Task goal: Please keep to the lines below from the one with "position:relative; height:2152px; overflow:hidden" through the one with "position:absolute; left:1282px; top:355px;", and restate them word for word, ends included.

%%

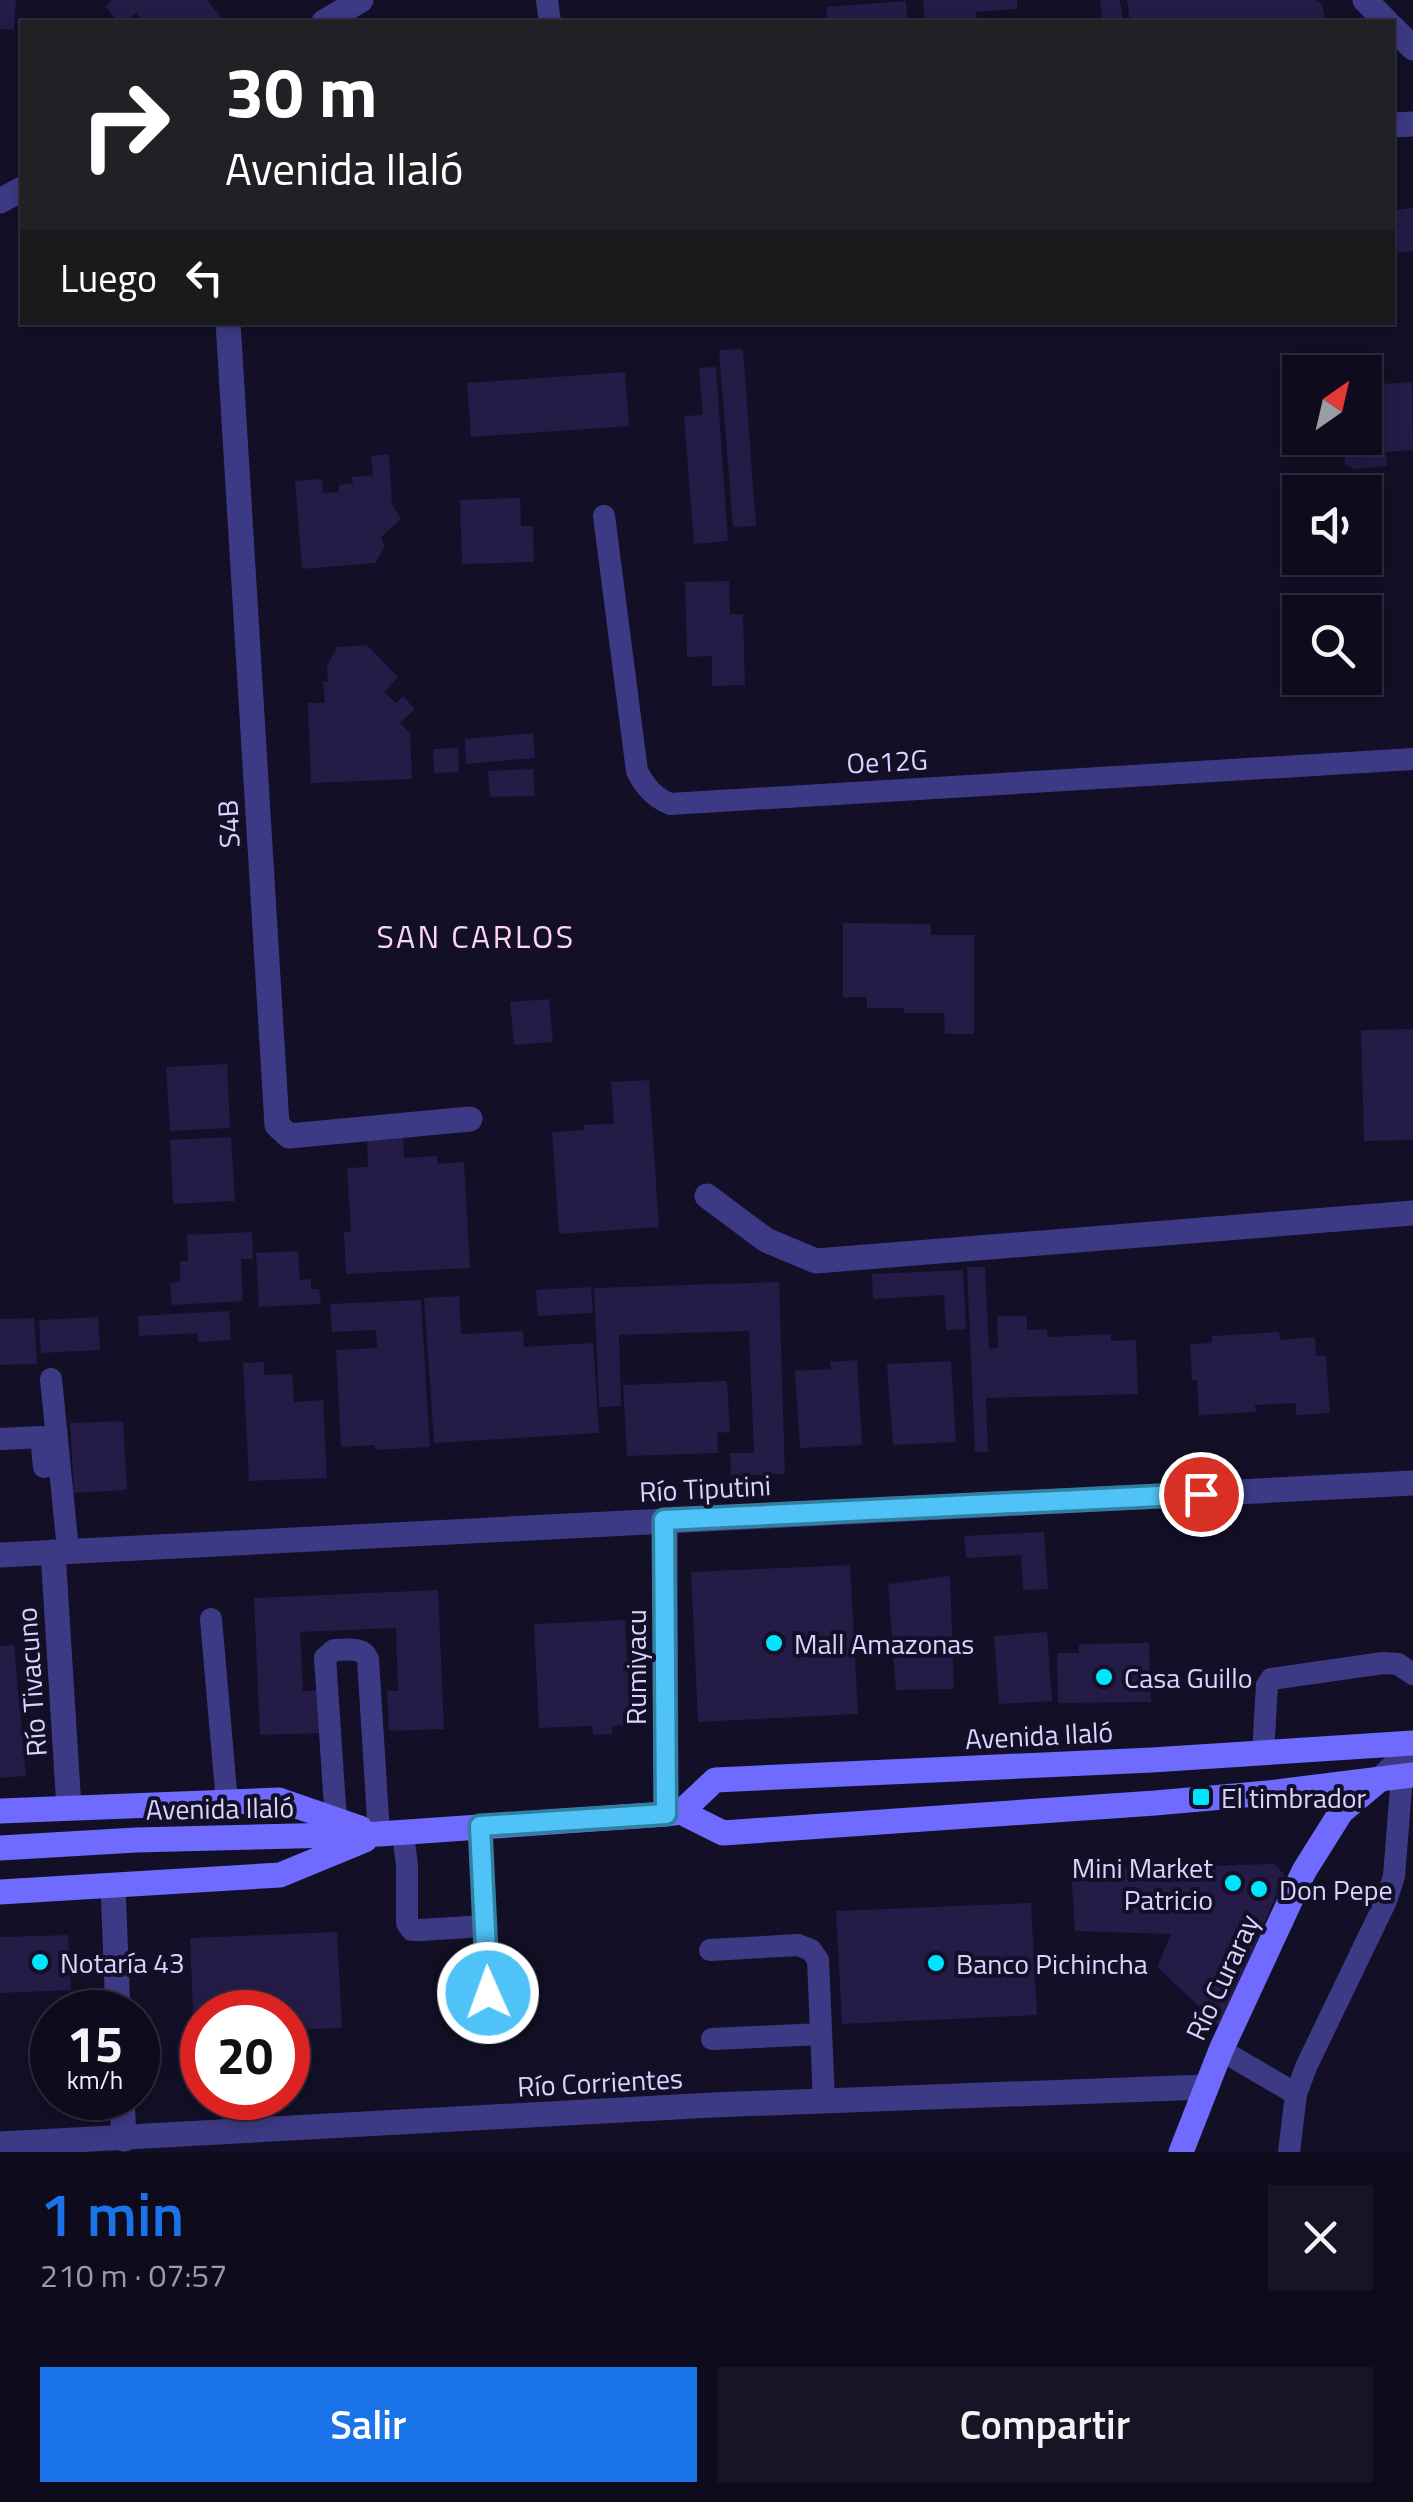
<!DOCTYPE html>
<html lang="es">
<head>
<meta charset="utf-8">
<style>
  :root { --surface:#0e0b1c; --page:#171425; --text:#f1f3f6; --muted:#9b9ba3; --line:#2e2b3b; --accent:#1a73e8 }
  body { margin:0; font-family:"Titillium Web",sans-serif; background:var(--page); color:var(--text); height:100vh; display:flex; flex-direction:column; font-size:38px; white-space:nowrap }
  * { box-sizing:border-box; margin:0 }
  p { font-size:32px; color:var(--muted) }
  .icon { flex:none; width:55px; height:55px; fill:none; stroke:currentColor; stroke-width:2; stroke-linecap:round; stroke-linejoin:round }
  .map { position:relative; height:2152px; overflow:hidden }
  .details { display:flex; flex-direction:column; background:var(--surface); flex:1 }
  .details>* { flex:none }
  .top-card { position:absolute; left:20px; top:20px; width:1375px; height:305px; border-radius:0px; box-shadow:0 5px 15px #0003,0 0 0 2px var(--line); background:#202124; color:#fff; overflow:hidden }
  .needle { width:65px; rotate:34deg }
  .buttons { position:absolute; left:1282px; top:355px; display:grid; gap:20px }
  .buttons a { display:grid; place-items:center; width:100px; height:100px; border-radius:0px; background:var(--surface); box-shadow:0 5px 15px #0003,0 0 0 2px var(--line); font-size:50px }
  .speed { position:absolute; left:30px; top:1990px; display:flex; gap:20px; font-size:50px; font-weight:700; text-align:center }
  .speed>* { display:grid; place-content:center; width:130px; height:130px; border-radius:50%; background:var(--surface); box-shadow:0 5px 15px #0003,0 0 0 2px var(--line); line-height:1 }
  .speed small { font-size:25px; font-weight:400 }
  .speed .limit { border:15px solid #d22; background:#fff; color:#111 }
  .pin { position:absolute; display:grid; place-items:center; width:85px; height:85px; color:#fff; margin:-42px; border:5px solid #fff; border-radius:50%; box-shadow:0 2px 10px #0007 }
  .me { position:absolute; width:110px; margin:-55px; rotate:358deg; stroke-linejoin:round; filter:drop-shadow(0 0 8px #0008) }
  .turn { display:flex; align-items:center; gap:35px; height:210px; padding:0 40px; font-size:45px }
  .turn .icon { width:130px; height:130px; stroke-width:2.5 }
  .turn b { display:block; font-size:70px; line-height:85px }
  .then { display:flex; align-items:center; height:95px; padding:0 40px; background:#0003; gap:20px; font-size:38px }
  .round { display:grid; place-items:center; flex:none; width:105px; height:105px; border-radius:0px; background:var(--page) }
  .overview { display:flex; align-items:center; justify-content:space-between; height:170px; padding:0 40px }
  h1 { font-size:60px; font-weight:600; line-height:75px; color:var(--accent) }
  .action { display:flex; gap:20px; margin-top:auto; padding:20px 40px }
  .action a { flex:1; height:115px; border-radius:0px; background:var(--accent); color:#fff; font-size:40px; font-weight:600; line-height:115px; text-align:center }
  .action a+a { background:var(--page); color:var(--text) }
  .map>svg:first-child { display:block }
</style>
</head>
<body>
<div class="map">
<svg width="1413" height="2152" viewBox="0 0 1413 2152">
  <rect width="100%" height="100%" fill="#130f26"/>
  <g fill="#241b47">
    <path d="M0,0H16L14,30L0,29Z"/>
    <path d="M112,0H207L225,22H143L136,13L124,22H118L105,6Z"/>
    <path d="M923,0H1017V9L976,12L977,21L925,22Z"/>
    <path d="M1100,0H1120L1123,22H1103Z"/>
    <path d="M1127,0H1316L1322,4L1326,22H1130Z"/>
    <path d="M906,1L907,22H827L826,7Z"/>
    <path d="M1413,208V251L1392,253V210Z"/>
    <path d="M743,349L756,526L733,527L719,350Z"/>
    <path d="M716,367L728,541L694,544L684,416L703,415L699,368Z"/>
    <path d="M625,372L629,426L471,437L467,383Z"/>
    <path d="M1412,382L1413,450L1386,452L1387,466L1355,469L1345,464L1343,438H1365V385Z"/>
    <path d="M389,454L392,505L401,519L381,537L385,547L375,563L302,569L295,481L322,479L323,493L339,492V485L353,483L352,477L373,475L371,456Z"/>
    <path d="M520,498L521,526H533L534,562L462,564L460,500Z"/>
    <path d="M729,581L730,614H743L745,685L712,686V656L687,657L685,582Z"/>
    <path d="M367,645L398,677L384,692L396,703L403,696L415,709L400,723L410,733L412,779L311,783L308,703H325L323,682H328L327,666L337,647Z"/>
    <path d="M533,733L535,758L466,764L465,739Z"/>
    <path d="M458,748L459,772L434,773L433,749Z"/>
    <path d="M533,769L535,796L490,797L488,771Z"/>
    <path d="M843,923L931,924V935H974V1034H945L944,1013H904V1008H867V997H843Z"/>
    <path d="M549,999L553,1042L514,1045L510,1002Z"/>
    <path d="M1413,1029V1140L1364,1141L1361,1030Z"/>
    <path d="M227,1064L230,1128L170,1131L166,1067Z"/>
    <path d="M649,1080L659,1227L559,1234L552,1132L584,1130L583,1125L614,1124L611,1082Z"/>
    <path d="M403,1135L404,1158L437,1156V1164L464,1162L470,1268L346,1274L344,1232H351L347,1168L368,1167L367,1136Z"/>
    <path d="M231,1137L235,1201L173,1204L170,1140Z"/>
    <path d="M252,1232L253,1259H241L243,1301L172,1305L170,1283L180,1282V1261H188L187,1235Z"/>
    <path d="M298,1251L300,1280L311,1279V1289H319L321,1304L259,1307L256,1253Z"/>
    <path d="M967,1267H985L989,1349L998,1348L997,1316H1027V1330L1047,1329V1337L1111,1334V1341L1136,1340L1138,1394L986,1398L988,1452H975Z"/>
    <path d="M963,1270L966,1329L946,1330L944,1295L873,1299L872,1274Z"/>
    <path d="M779,1282L785,1474L731,1476L730,1453H754L749,1331L619,1335L621,1406L599,1407L594,1288Z"/>
    <path d="M591,1287L593,1313L538,1316L536,1290Z"/>
    <path d="M459,1296L461,1334L523,1331L524,1347L593,1343L599,1433L434,1443L424,1298Z"/>
    <path d="M421,1300L430,1447L375,1450V1445L341,1447L336,1350L377,1348L376,1330L332,1332L330,1304Z"/>
    <path d="M229,1311L231,1340L198,1342L197,1333L139,1336L138,1316Z"/>
    <path d="M98,1317L100,1350L41,1353L39,1320Z"/>
    <path d="M34,1318L37,1364L0,1365V1319Z"/>
    <path d="M1279,1332L1280,1340L1315,1337L1316,1356H1326L1330,1413L1296,1415V1403L1255,1405L1256,1412L1199,1415L1197,1380H1192L1190,1344L1212,1343V1336Z"/>
    <path d="M857,1360L862,1445L800,1448L795,1371L831,1369L830,1362Z"/>
    <path d="M951,1361L956,1442L893,1445L887,1364Z"/>
    <path d="M264,1362V1375L292,1374L294,1402L323,1400L327,1478L249,1481L243,1363Z"/>
    <path d="M727,1381L730,1432L717,1433L718,1453L627,1456L623,1385Z"/>
    <path d="M123,1421L127,1490L74,1493L70,1423Z"/>
    <path d="M1044,1532L1048,1589L1023,1590L1021,1555L966,1558L964,1536Z"/>
    <path d="M850,1565L858,1714L698,1722L691,1572Z"/>
    <path d="M950,1576L954,1689L896,1690L888,1584Z"/>
    <path d="M438,1590L444,1729L389,1731L387,1691H398L396,1628L300,1632L303,1691H319L321,1733L260,1735L254,1598Z"/>
    <path d="M625,1620L631,1725L612,1726V1734L593,1735L592,1726L539,1728L534,1624Z"/>
    <path d="M1047,1632L1052,1701L999,1704L994,1636Z"/>
    <path d="M1149,1643L1151,1702L1058,1703L1057,1653H1079V1644Z"/>
    <path d="M14,1645L26,1776L0,1778V1646Z"/>
    <path d="M1274,1864L1285,1875L1220,2026L1157,1967L1171,1934L1075,1931L1071,1870Z"/>
    <path d="M1031,1903L1037,2015L842,2024L836,1911Z"/>
    <path d="M337,1932L342,2028L288,2030V2012H202V2033L194,2034L190,1938Z"/>
    <path d="M68,1935L71,1990L0,1993V1937Z"/>
  </g>
  <g fill="none" stroke-linecap="round" stroke-linejoin="round">
    <g stroke="#3d3a85" stroke-width="22">
      <path d="M547,0L550,22"/>
      <path d="M604,516L637,771C645,787 654,797 670,804L1413,759"/>
      <path d="M51,1379L68,1550"/>
      <path d="M0,1439L41,1437L44,1467"/>
      <path d="M211,1619L227,1803"/>
      <path d="M1263,1753L1267,1685L1271,1679L1383,1663L1398,1664L1413,1674"/>
      <path d="M336,1821L325,1658L334,1650C346,1650 363,1646 368,1659L379,1834"/>
      <path d="M480,1826L485,1926"/>
      <path d="M403,1833L407,1866V1923L412,1930H420L485,1926L488,1993"/>
      <path d="M710,1950L798,1945L811,1950L818,1960L824,2102"/>
      <path d="M712,2039L821,2034"/>
      <path d="M1221,2050L1296,2094"/>
      <path d="M1289,2152L1296,2094L1306,2067L1386,1901L1394,1876L1402,1776"/>
    </g>
    <g stroke="#3d3a85" stroke-width="25">
      <path d="M1365,0L1387,22"/>
      <path d="M324,22L361,0"/>
      <path d="M1392,27L1413,48"/>
      <path d="M1392,125L1413,124"/>
      <path d="M0,201L22,189"/>
      <path d="M228,322L277,1125L289,1136L470,1119"/>
      <path d="M707,1196L766,1240L816,1261L1413,1213"/>
      <path d="M665,1520L666,1814"/>
      <path d="M53,1552L69,1808"/>
      <path d="M0,1555L1413,1483"/>
      <path d="M1378,1781L1413,1748"/>
      <path d="M113,1886L118,2012"/>
      <path d="M122,2098L124,2139"/>
      <path d="M0,2144L712,2105L1205,2087"/>
    </g>
    <g stroke="#6f6bff" stroke-width="25">
      <path d="M0,1811L279,1800L360,1828"/>
      <path d="M681,1812L723,1833L1155,1803L1268,1793L1413,1775"/>
      <path d="M0,1848L136,1840L379,1834L666,1814L681,1812L715,1780L1152,1760L1413,1743"/>
      <path d="M0,1892L280,1875L365,1840"/>
      <path d="M1181,2152L1221,2050L1304,1871L1341,1812L1378,1781"/>
    </g>
  </g>
  <g fill="none" stroke-linecap="round" stroke-linejoin="round">
    <g stroke="#337fa1" stroke-width="25">
      <path id="route" d="M488,1993L480,1826L666,1814L664,1520L1201,1494"/>
    </g>
    <use href="#route" stroke="#4fc3f7" stroke-width="18"/>
  </g>
  <g fill="#00e5ff" stroke="#130f26" stroke-width="4">
    <circle cx="774" cy="1643" r="10"/>
    <circle cx="1104" cy="1677" r="10"/>
    <rect x="1191" y="1787" width="20" height="20" rx="5"/>
    <circle cx="1233" cy="1883" r="10"/>
    <circle cx="1259" cy="1889" r="10"/>
    <circle cx="40" cy="1962" r="10"/>
    <circle cx="936" cy="1963" r="10"/>
  </g>
  <g text-anchor="middle" dominant-baseline="central" stroke-width="8" stroke-linejoin="round" paint-order="stroke">
    <g font-size="28" fill="#d9d4ff" stroke="#130f26">
      <text transform="translate(887 761) rotate(-3)">Oe12G</text>
      <text transform="translate(228 824) rotate(-93)">S4B</text>
      <text transform="translate(705 1488) rotate(-3)">Río Tiputini</text>
      <text transform="translate(635 1667) rotate(-90)">Rumiyacu</text>
      <text transform="translate(31 1682) rotate(-94)">Río Tivacuno</text>
      <text transform="translate(1039 1735) rotate(-3)">Avenida Ilaló</text>
      <text transform="translate(220 1808) rotate(-1)">Avenida Ilaló</text>
      <text transform="translate(1222 1977) rotate(-65)">Río Curaray</text>
      <text transform="translate(600 2082) rotate(-3)">Río Corrientes</text>
    </g>
    <g font-size="28" fill="#d9d4ff" stroke="#130f26" text-anchor="start">
      <text x="794" y="1643">Mall Amazonas</text>
      <text x="1124" y="1677">Casa Guillo</text>
      <text x="1221" y="1797">El timbrador</text>
      <text x="1213" y="1867" text-anchor="end">Mini Market<tspan x="1213" dy="32">Patricio</tspan></text>
      <text x="1279" y="1889">Don Pepe</text>
      <text x="60" y="1962">Notaría 43</text>
      <text x="956" y="1963">Banco Pichincha</text>
    </g>
    <g font-size="32" letter-spacing="2.5" fill="#ffd6f0" stroke="#130f26">
      <text x="476" y="936">SAN CARLOS</text>
    </g>
  </g>
</svg>
<div class="buttons">
<a><svg class="needle" viewBox="-14 -14 28 28"><path d="M0-13l5 13h-10z" fill="#e53935"/><path d="M0 13l5-13h-10z" fill="#9b9ba3"/></svg></a>
<a><svg class="icon" aria-label="sound" viewBox="0 0 24 24"><path d="M4 9h4l5-4v14l-5-4H4zM17 9q2 3 0 6"/></svg></a>
<a><svg class="icon" aria-label="search" viewBox="0 0 24 24"><circle cx="10" cy="10" r="6"/><path d="M15 15l6 6"/></svg></a>
</div>
<div class="speed"><div>15<small>km/h</small></div><div class="limit">20</div></div>
<div class="pin" style="left:1201px;top:1494px;background:#d93025"><svg class="icon" aria-label="arrive" viewBox="0 0 24 24"><path d="M6 21V4h12l-3 4 3 4H6"/></svg></div>
<svg class="me" style="left:488px;top:1993px" viewBox="-20 -20 40 40"><circle r="17" fill="#4fc3f7" stroke="#fff" stroke-width="3"/><path d="M0-11L8 9 0 5-8 9z" fill="#fff"/></svg>
<div class="top-card">
<div class="turn"><svg class="icon" aria-label="right" viewBox="0 0 24 24"><path d="M7 20v-9h11M14 6l5 5-5 5"/></svg><div><b>30 m</b>Avenida Ilaló</div></div>
<div class="then">Luego<svg class="icon" aria-label="left" viewBox="0 0 24 24"><path d="M17 20v-9H6M10 6l-5 5 5 5"/></svg></div>
</div>
</div>
<section class="details">
<div class="overview"><div><h1>1 min</h1><p>210 m · 07:57</p></div><a class="round"><svg class="icon" aria-label="close" viewBox="0 0 24 24"><path d="M6 6l12 12M18 6L6 18"/></svg></a></div>
<div class="action"><a>Salir</a><a>Compartir</a></div>
</section>
</body>
</html>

%%

Response to the task:
  .map { position:relative; height:2152px; overflow:hidden }
  .details { display:flex; flex-direction:column; background:var(--surface); flex:1 }
  .details>* { flex:none }
  .top-card { position:absolute; left:20px; top:20px; width:1375px; height:305px; border-radius:0px; box-shadow:0 5px 15px #0003,0 0 0 2px var(--line); background:#202124; color:#fff; overflow:hidden }
  .needle { width:65px; rotate:34deg }
  .buttons { position:absolute; left:1282px; top:355px; display:grid; gap:20px }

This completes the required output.